Monday, November 21, 2011

Interview: Cherie Burbach

It’s a pleasure to welcome Cherie Burbach to my blog today. Cherie writes about friendship, dating, family, and relationships at (NY Times) and Life Goes Strong (NBC/Universal). She has penned eleven books and ebooks, including Internet Dating Is Not Like Ordering a Pizza and 21 Ways to Promote Your Book on Twitter, and has published over 500 articles on the subjects of health, sports, and lifestyle. For more info, visit her website,

Cherie, you have a lot going on in your life! You’re an author of both fiction and nonfiction, a poet, an expert on social media, and an active blogger, among other things. How on earth do you manage your time?

Ha! I don't know if I'm an expert in social media, but I do use it quite a lot in promoting my work. I think the key to juggling everything is blocking off time for various things. For instance, the first thing I do when I get up is check email, update links to Facebook or Twitter, and then I log off. I spend the next few hours updating one of my own blogs, and then I log off of that, and spend the next several hours writing for clients. I trade off each day on the projects I work on, but that's generally how I get it done.

Since freelance writing is my main job, I use weekend hours to do fiction. Poetry I tend to write daily, usually at the end of the night.

Time blocks are key! It's too easy to get sucked into Facebook or Twitter during the day, so when I do have to log on I try and give myself a time limit.

Tell us about your current writing project.

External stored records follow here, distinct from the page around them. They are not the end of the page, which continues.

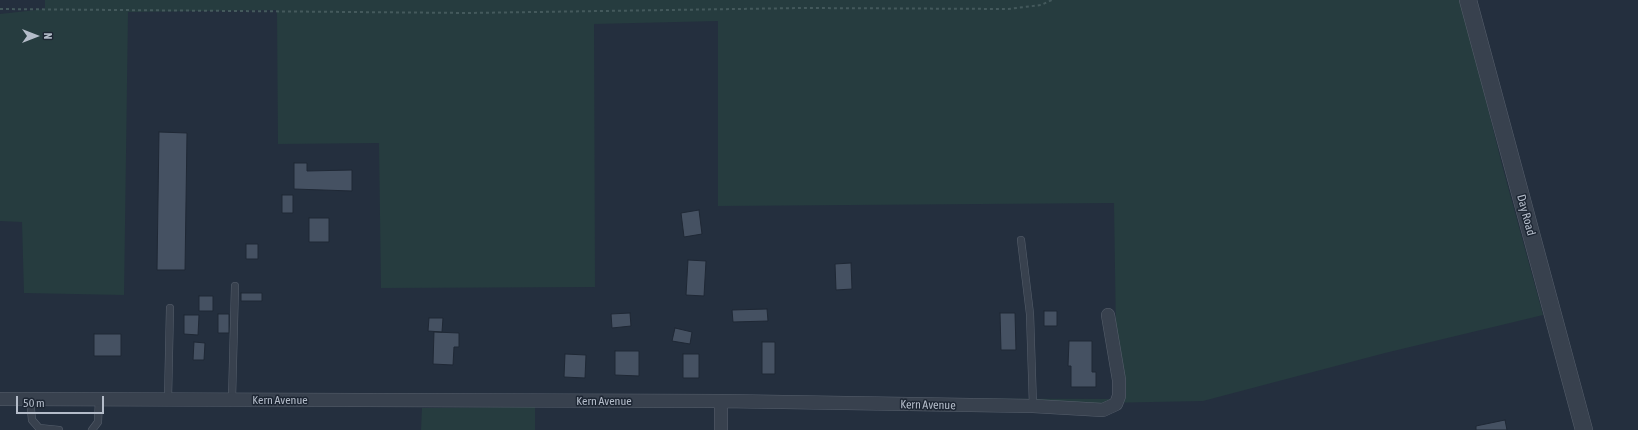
<!DOCTYPE html>
<html>
<head>
<meta charset="utf-8">
<style>
  body { margin:0 }
  #map { position:relative; width:1638px; height:430px; overflow:hidden; background:#242f3e; font-family:"Asap Condensed",sans-serif }
  canvas { display:block }
  .north { position:absolute; left:16px; top:16px; width:40px; height:40px; -webkit-text-stroke:3px #1d2633; paint-order:stroke; rotate:90deg; font-size:11px; font-weight:700; line-height:16px; text-align:center; color:#b4bcc9 }
  .north::after { content:''; display:block; margin:auto; width:14px; height:18px; background:#b4bcc9; clip-path:polygon(50% 0,100% 100%,50% 72%,0 100%) }
  .scale { position:absolute; left:16px; top:396px; width:88px; height:18px; box-sizing:border-box; border:2px solid #b4bcc9; border-top:0; padding-left:5px; font-size:12px; line-height:14px; white-space:nowrap; color:#b4bcc9; -webkit-text-stroke:3px #1d2633; paint-order:stroke }
</style>
</head>
<body>
<div id="map">
<canvas width="1638" height="430"></canvas>
<div class="north">N</div>
<div class="scale">50 m</div>
</div>
<script>
const ctx = document.querySelector('canvas').getContext('2d');
ctx.lineJoin = 'round';
function fillPath(path, color) {
  ctx.fillStyle = color;
  ctx.fill(path, 'evenodd');
}
function toPath(rows) {
  const path = new Path2D();
  for (const r of rows) {
    path.moveTo(r[0], r[1]);
    for (let i = 2; i < r.length; i += 2) path.lineTo(r[i], r[i + 1]);
  }
  return path;
}
function stroke(path, color, width, dash) {
  ctx.strokeStyle = color;
  ctx.lineWidth = width;
  ctx.lineCap = dash ? 'butt' : 'round';
  ctx.setLineDash(dash || []);
  ctx.stroke(path);
}
function label(font, color, halo, rows, align = 'center') {
  ctx.font = font + ' "Asap Condensed",sans-serif';
  ctx.lineWidth = 3;
  ctx.setLineDash([]);
  ctx.textBaseline = 'middle';
  ctx.strokeStyle = halo;
  ctx.fillStyle = color;
  for (const [text, x, y, turn = 0] of rows) {
    ctx.save();
    ctx.translate(x, y);
    ctx.rotate((+turn || 0) * Math.PI / 180);
    ctx.textAlign = isNaN(turn) ? turn : align;
    if (halo) ctx.strokeText(text, 0, 0);
    ctx.fillText(text, 0, 0);
    ctx.restore();
  }
}
const green = toPath([
  [45,0,1461,0,1502,165,1543,315,1385,353,1203,401,1052,404,720,398,1117,399,1114,203,718,206,718,21,594,24,595,287,381,288,379,143,278,144,277,10,128,12,124,295,24,293,22,222,0,221,0,14,45,9],
  [535,407,535,430,421,430,422,408]
]);
const building = toPath([
  [159,132,187,133,185,270,157,270,159,132],
  [294,163,307,163,307,171,352,170,352,191,294,189,294,163],
  [282,195,293,195,293,213,282,213,282,195],
  [699,210,702,234,684,237,681,213,699,210],
  [309,218,329,218,329,242,309,242,309,218],
  [246,244,258,244,258,259,246,259,246,244],
  [688,260,706,261,704,296,686,295,688,260],
  [851,263,852,289,836,290,835,264,851,263],
  [241,293,262,293,262,301,241,301,241,293],
  [199,296,213,296,213,311,199,311,199,296],
  [767,309,768,321,733,322,732,310,767,309],
  [1044,311,1057,311,1057,326,1044,326,1044,311],
  [630,313,631,326,612,328,611,314,630,313],
  [1000,313,1015,313,1016,350,1001,350,1000,313],
  [218,314,229,314,229,333,218,333,218,314],
  [184,315,199,315,198,335,184,334,184,315],
  [429,318,443,318,442,332,428,331,429,318],
  [675,328,692,332,690,344,672,341,675,328],
  [434,332,459,333,459,347,454,347,453,365,433,364,434,332],
  [94,334,121,334,121,356,94,356,94,334],
  [1069,341,1092,341,1092,372,1096,372,1096,387,1071,387,1071,366,1068,366,1069,341],
  [194,342,205,343,204,360,193,360,194,342],
  [762,342,775,342,775,374,762,374,762,342],
  [615,351,639,351,639,376,615,375,615,351],
  [565,354,586,355,585,378,564,377,565,354],
  [683,354,699,354,699,378,683,378,683,354],
  [1505,420,1507,430,1476,430,1476,426,1505,420]
]);
const path = toPath([
  [0,9,468,13,803,8,1008,9,1041,5,1052,0]
]);
const service = toPath([
  [1021,240,1030,314,1033,406],
  [30,399,32,420,39,428,59,430],
  [168,399,170,308],
  [232,399,235,286],
  [92,430,98,422,99,399]
]);
const minor = toPath([
  [0,399,721,401,1033,406,1103,410,1116,404,1119,396,1119,380,1108,315],
  [721,401,721,430]
]);
const tertiary = toPath([
  [1468,0,1584,430]
]);
const streetNames = [
  ["Day Road",1526,215,75],
  ["Kern Avenue",280,400],
  ["Kern Avenue",604,401],
  ["Kern Avenue",928,405,1]
];
fillPath(green, '#263c3f');
fillPath(building, '#455162');
stroke(building, '#1f2835', 1);
stroke(service, '#565f6c', 8);
stroke(minor, '#565f6c', 14);
stroke(tertiary, '#565f6c', 18);
stroke(path, '#44595c', 2, [3, 3]);
stroke(service, '#38414e', 7);
stroke(minor, '#38414e', 13);
stroke(tertiary, '#38414e', 17);
label('12px', '#b4bcc9', '#1d2633', streetNames);
</script>
</body>
</html>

I have a couple writing gigs I just adore right now, at (where I write about the topic of friendship), and Life Goes Strong (where I write about midlife dating, care giving, and spirit.) I really enjoy the topics I'm writing about, and it makes the days go really fast.

On the book side of things, I'm working on several nonfiction books and a novel.

Where do you find ideas for your writing? What inspires you?

Everyday life really inspires me. I'm one of those people who constantly carries a notebook around with her to jot down ideas and notes.

When did you know you wanted to write? Do you have one of those "When I was six, I picked up a pen . . ." stories?

Yes, I do! I always wrote short stories, and when I was in 2nd grade my teacher told my mom that my writing had a "poetic quality" to it and that I should try writing poetry. My first thought was: "Poetry? Ick!" I didn't know anything about it (and to be honest, I still don't.) But poetry was a saving grace for me, and really helped me through a lot of childhood trauma. I still feel like poetry helps me process the outside world. I feel like I've been writing forever.

How do you divide your time between writing and blogging?

Blogging takes up a lot of my time right now because that's where I make my money. I always feel like when I get my blogging done, my writing work (which is usually books) is my bonus time. If I had to divide it up, it would probably be blogging 75% of the time and writing the rest.

What do you do when you’re not working?

I like to cook, paint, and my latest passion is putting glass sculptures together. (One example is here: I love doing crafts and mixed media pictures also.

Just for fun, what was your favorite childhood book?

Any of the Madeline books. I was so influenced by them I even named my dog Genevieve.

Tell us what’s coming up in your writing life.

I'm working on a new novel which is in a very different genre that I'm used to. So I'm doing research and hope to have some time to work up a draft over the holidays.

Any last thoughts?

Thank you so much for the interview! I would encourage anyone reading this to help out a favorite author: write a review, write and let them know you enjoyed one of their books, pray for them, send them positive thoughts, and visit their blogs. There can be a lot of negativity in the writing world sometimes and writers appreciate any bit of positivity that comes our way.

How can readers connect with you?

I've got contact info at each of my blogs (listed here: Or via Twitter: @brrbach.



Gwendolyn Gage said...

I really need to start working with time blocks - I'm always suckered into what is going on in the social networking world *guilty grin* And I like the idea of carrying around a notebook for thoughts I don't want to loose. I used to do this as a teenager, and somewhere along the way I stopped. It's very nice to meet you Cherie! I'm headed on over to your blog :-)

Karin, great interview! Thanks for introducing me to another great author and blogger!

Cherie Burbach said...

Gwendolyn: Thanks for your comment, and I can totally relate, social media is easy to get sucked into. Managing time is always such a challenge.

Karin: Thanks so much for interviewing me! Nice to visit your wonderful blog.

Karin Kaufman said...

Gwen, you and I *both* need to start working with time blocks. I'm not nearly as organized as Cherie. I noticed that in the description of her work day she said "log off" twice . . . I think that's key!